** WHAT YOU HAVE TO DO **
Skip the images and print the listing exactly.

** DATASET EXCERPT **
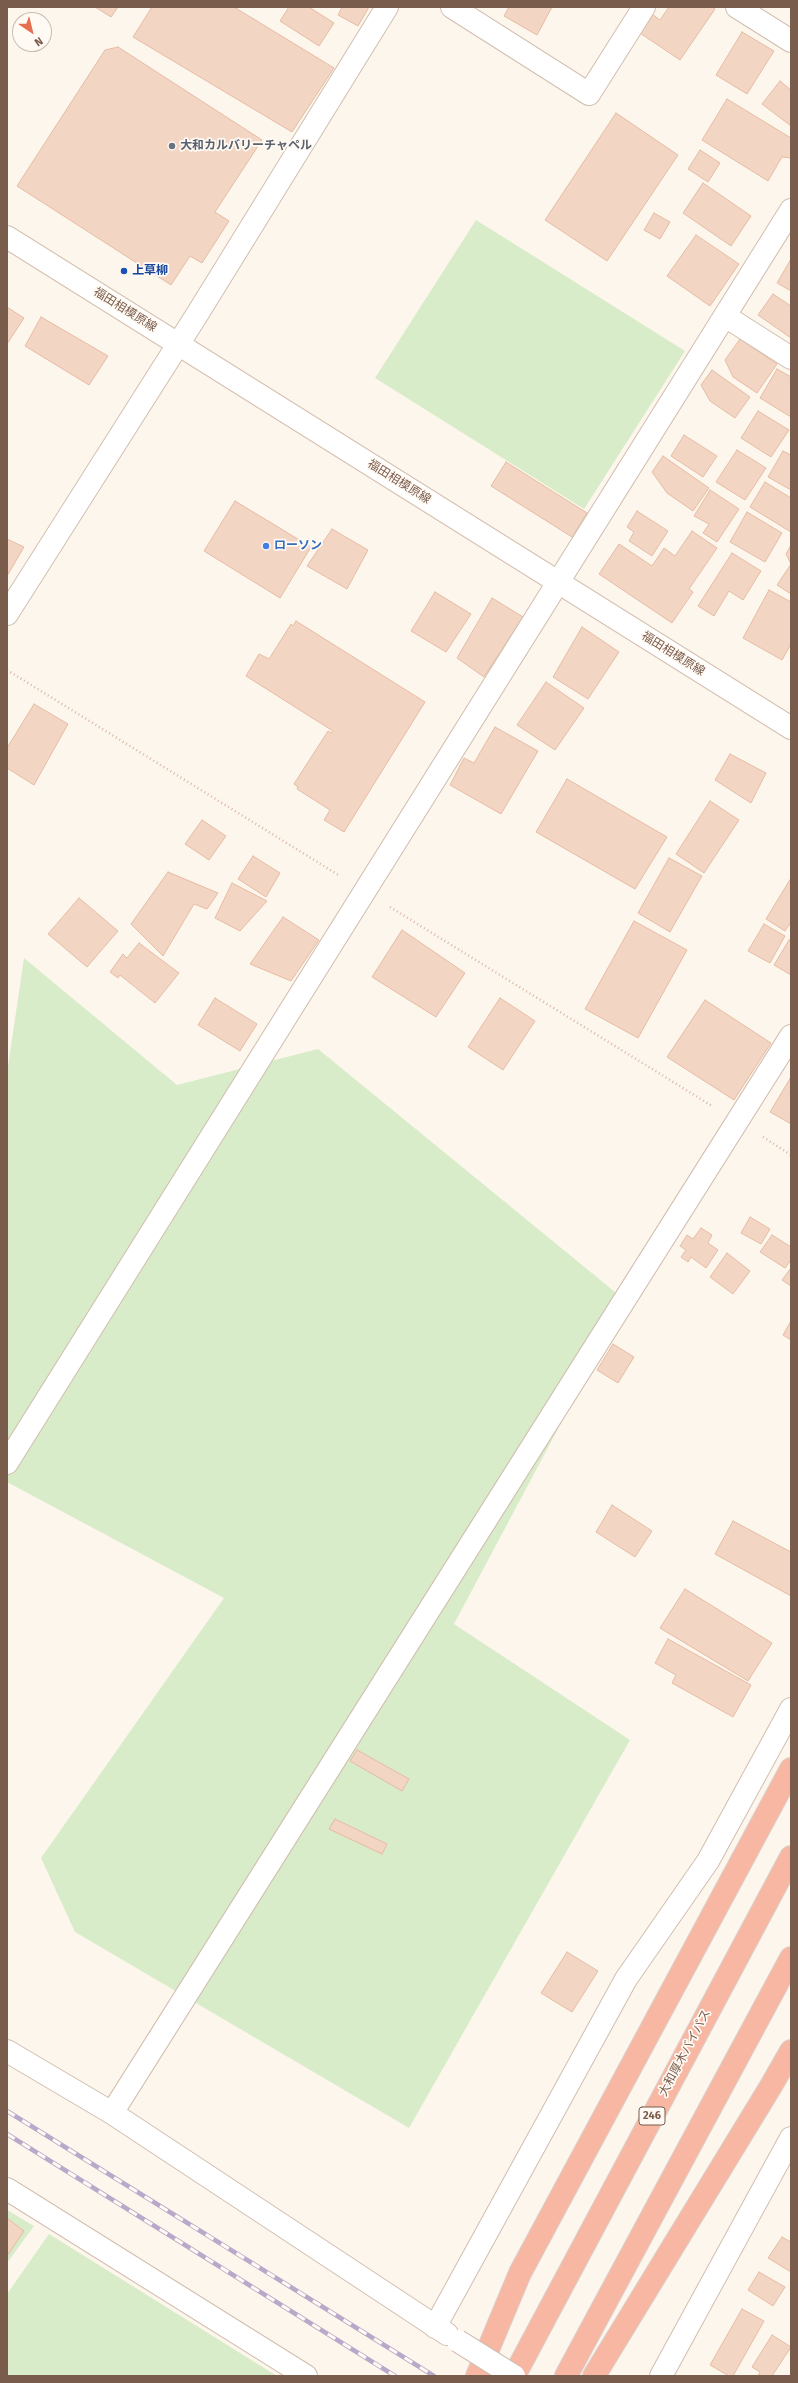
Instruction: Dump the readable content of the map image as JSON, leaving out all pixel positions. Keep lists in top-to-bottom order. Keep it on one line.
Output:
{"streets":{"highway":["大和厚木バイパス","246"],"street":["福田相模原線"]},"places":["大和カルバリーチャペル","上草柳","ローソン"],"north":"bottom right"}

** SOLUTION **
Instruction: Dump the readable content of the map image as JSON, leaving out all pixel positions. Keep lists in top-to-bottom order. Keep it on one line.
Output:
{"streets":{"highway":["大和厚木バイパス","246"],"street":["福田相模原線"]},"places":["大和カルバリーチャペル","上草柳","ローソン"],"north":"bottom right"}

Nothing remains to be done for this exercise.